■ PROBLEM STATEMENT ■
Find the string "into" in the listing below and return each line it appears in.
BEGIN
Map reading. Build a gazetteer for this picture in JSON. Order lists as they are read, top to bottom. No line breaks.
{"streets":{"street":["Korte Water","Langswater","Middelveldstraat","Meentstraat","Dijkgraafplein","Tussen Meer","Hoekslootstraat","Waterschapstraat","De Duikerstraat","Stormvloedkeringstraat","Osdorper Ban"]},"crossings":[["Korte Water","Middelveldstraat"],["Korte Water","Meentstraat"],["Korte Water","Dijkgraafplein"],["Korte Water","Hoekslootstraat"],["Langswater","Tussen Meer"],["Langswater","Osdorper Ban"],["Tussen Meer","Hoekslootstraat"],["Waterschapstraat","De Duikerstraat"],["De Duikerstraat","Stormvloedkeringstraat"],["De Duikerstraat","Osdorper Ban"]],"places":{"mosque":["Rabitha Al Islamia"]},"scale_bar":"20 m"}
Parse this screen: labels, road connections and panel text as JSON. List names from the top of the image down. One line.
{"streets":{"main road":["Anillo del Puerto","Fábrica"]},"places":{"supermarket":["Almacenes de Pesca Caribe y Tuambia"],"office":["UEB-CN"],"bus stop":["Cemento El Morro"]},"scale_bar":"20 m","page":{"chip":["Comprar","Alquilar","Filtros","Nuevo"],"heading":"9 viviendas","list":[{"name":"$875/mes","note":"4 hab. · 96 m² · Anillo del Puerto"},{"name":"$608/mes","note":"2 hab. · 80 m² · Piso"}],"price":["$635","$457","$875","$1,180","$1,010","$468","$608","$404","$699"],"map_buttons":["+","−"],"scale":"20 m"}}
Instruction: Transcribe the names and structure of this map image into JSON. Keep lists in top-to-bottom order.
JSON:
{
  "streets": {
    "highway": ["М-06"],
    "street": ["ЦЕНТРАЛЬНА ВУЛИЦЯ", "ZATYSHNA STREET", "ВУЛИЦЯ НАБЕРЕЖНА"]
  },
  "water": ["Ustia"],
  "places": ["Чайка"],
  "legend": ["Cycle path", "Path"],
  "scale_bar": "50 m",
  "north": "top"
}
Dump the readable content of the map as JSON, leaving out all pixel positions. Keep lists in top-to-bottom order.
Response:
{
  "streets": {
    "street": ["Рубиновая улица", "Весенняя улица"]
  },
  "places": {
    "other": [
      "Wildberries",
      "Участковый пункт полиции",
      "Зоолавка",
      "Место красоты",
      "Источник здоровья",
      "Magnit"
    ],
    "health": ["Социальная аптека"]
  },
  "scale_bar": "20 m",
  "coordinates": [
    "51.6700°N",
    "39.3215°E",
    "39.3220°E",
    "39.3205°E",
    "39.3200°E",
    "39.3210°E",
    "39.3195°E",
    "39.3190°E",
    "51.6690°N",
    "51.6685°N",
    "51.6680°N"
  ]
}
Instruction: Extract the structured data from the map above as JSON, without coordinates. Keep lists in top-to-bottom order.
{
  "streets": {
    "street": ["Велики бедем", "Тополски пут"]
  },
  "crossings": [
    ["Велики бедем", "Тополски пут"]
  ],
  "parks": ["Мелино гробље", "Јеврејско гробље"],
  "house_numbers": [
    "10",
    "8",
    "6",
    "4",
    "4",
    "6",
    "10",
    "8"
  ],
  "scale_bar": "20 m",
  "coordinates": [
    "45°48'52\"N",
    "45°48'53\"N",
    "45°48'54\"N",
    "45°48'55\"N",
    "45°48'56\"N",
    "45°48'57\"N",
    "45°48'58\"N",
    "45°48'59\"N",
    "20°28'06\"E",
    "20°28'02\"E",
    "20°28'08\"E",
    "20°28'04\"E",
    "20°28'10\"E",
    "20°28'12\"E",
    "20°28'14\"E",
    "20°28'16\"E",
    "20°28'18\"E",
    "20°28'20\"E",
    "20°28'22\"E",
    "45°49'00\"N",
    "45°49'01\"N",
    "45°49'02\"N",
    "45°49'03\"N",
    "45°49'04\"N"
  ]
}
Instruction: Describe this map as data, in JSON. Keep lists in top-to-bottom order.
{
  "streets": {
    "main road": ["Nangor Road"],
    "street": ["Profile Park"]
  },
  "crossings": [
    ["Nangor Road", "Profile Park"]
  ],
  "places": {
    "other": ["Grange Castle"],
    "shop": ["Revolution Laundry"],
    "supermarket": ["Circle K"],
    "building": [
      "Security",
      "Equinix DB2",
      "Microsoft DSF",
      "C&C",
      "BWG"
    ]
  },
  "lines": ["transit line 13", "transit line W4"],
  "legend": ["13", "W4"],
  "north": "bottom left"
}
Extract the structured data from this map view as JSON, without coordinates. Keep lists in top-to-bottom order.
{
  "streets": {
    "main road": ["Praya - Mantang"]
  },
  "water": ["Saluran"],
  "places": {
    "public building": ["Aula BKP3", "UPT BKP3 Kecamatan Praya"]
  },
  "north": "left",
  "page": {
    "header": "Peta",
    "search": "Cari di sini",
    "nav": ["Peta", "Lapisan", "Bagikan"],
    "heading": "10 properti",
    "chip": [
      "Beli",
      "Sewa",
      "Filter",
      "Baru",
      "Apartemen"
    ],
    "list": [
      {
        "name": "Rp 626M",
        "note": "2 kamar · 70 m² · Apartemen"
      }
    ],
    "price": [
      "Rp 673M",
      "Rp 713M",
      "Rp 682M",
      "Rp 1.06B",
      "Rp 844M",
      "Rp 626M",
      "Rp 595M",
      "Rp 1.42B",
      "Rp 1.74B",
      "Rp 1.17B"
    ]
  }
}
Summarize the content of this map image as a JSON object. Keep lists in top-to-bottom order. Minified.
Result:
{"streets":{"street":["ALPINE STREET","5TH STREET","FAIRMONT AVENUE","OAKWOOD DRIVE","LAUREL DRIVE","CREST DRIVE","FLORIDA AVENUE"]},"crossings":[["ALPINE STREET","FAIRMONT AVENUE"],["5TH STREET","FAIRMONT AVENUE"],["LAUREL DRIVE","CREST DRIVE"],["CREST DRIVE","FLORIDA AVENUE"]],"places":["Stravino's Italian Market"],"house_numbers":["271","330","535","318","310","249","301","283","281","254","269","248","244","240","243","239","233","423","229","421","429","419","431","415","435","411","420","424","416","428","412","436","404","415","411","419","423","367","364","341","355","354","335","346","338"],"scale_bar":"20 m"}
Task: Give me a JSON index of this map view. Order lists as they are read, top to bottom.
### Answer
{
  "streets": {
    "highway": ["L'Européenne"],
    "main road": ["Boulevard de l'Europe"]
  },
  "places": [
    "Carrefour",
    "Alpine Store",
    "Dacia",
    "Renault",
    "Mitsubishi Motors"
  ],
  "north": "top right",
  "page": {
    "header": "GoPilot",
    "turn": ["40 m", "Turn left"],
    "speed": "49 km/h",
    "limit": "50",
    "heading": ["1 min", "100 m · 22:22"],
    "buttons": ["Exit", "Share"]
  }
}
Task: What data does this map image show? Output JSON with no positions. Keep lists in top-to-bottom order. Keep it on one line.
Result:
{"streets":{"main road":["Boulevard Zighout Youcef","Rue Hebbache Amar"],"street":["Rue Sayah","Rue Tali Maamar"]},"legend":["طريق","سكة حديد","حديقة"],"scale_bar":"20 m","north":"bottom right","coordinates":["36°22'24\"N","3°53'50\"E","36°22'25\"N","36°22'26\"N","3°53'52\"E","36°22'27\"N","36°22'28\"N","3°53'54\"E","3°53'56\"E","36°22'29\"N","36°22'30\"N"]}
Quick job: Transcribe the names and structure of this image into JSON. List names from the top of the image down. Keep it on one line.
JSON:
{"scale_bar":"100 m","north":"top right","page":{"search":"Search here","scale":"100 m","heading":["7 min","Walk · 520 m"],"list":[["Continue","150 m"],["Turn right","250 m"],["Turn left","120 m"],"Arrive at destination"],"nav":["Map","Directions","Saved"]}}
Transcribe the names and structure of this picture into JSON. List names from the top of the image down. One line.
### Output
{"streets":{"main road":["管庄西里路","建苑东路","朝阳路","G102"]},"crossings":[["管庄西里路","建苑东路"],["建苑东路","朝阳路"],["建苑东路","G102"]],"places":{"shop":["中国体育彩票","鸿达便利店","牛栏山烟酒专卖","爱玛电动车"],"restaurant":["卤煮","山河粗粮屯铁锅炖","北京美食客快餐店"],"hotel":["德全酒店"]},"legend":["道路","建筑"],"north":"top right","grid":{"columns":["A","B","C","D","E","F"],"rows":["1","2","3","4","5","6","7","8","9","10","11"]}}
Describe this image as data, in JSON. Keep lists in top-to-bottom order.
END
■ THE ANSWER ■
Instruction: Transcribe the names and structure of this map image into JSON. Keep lists in top-to-bottom order.
Quick job: Transcribe the names and structure of this image into JSON. List names from the top of the image down. Keep it on one line.
Transcribe the names and structure of this picture into JSON. List names from the top of the image down. One line.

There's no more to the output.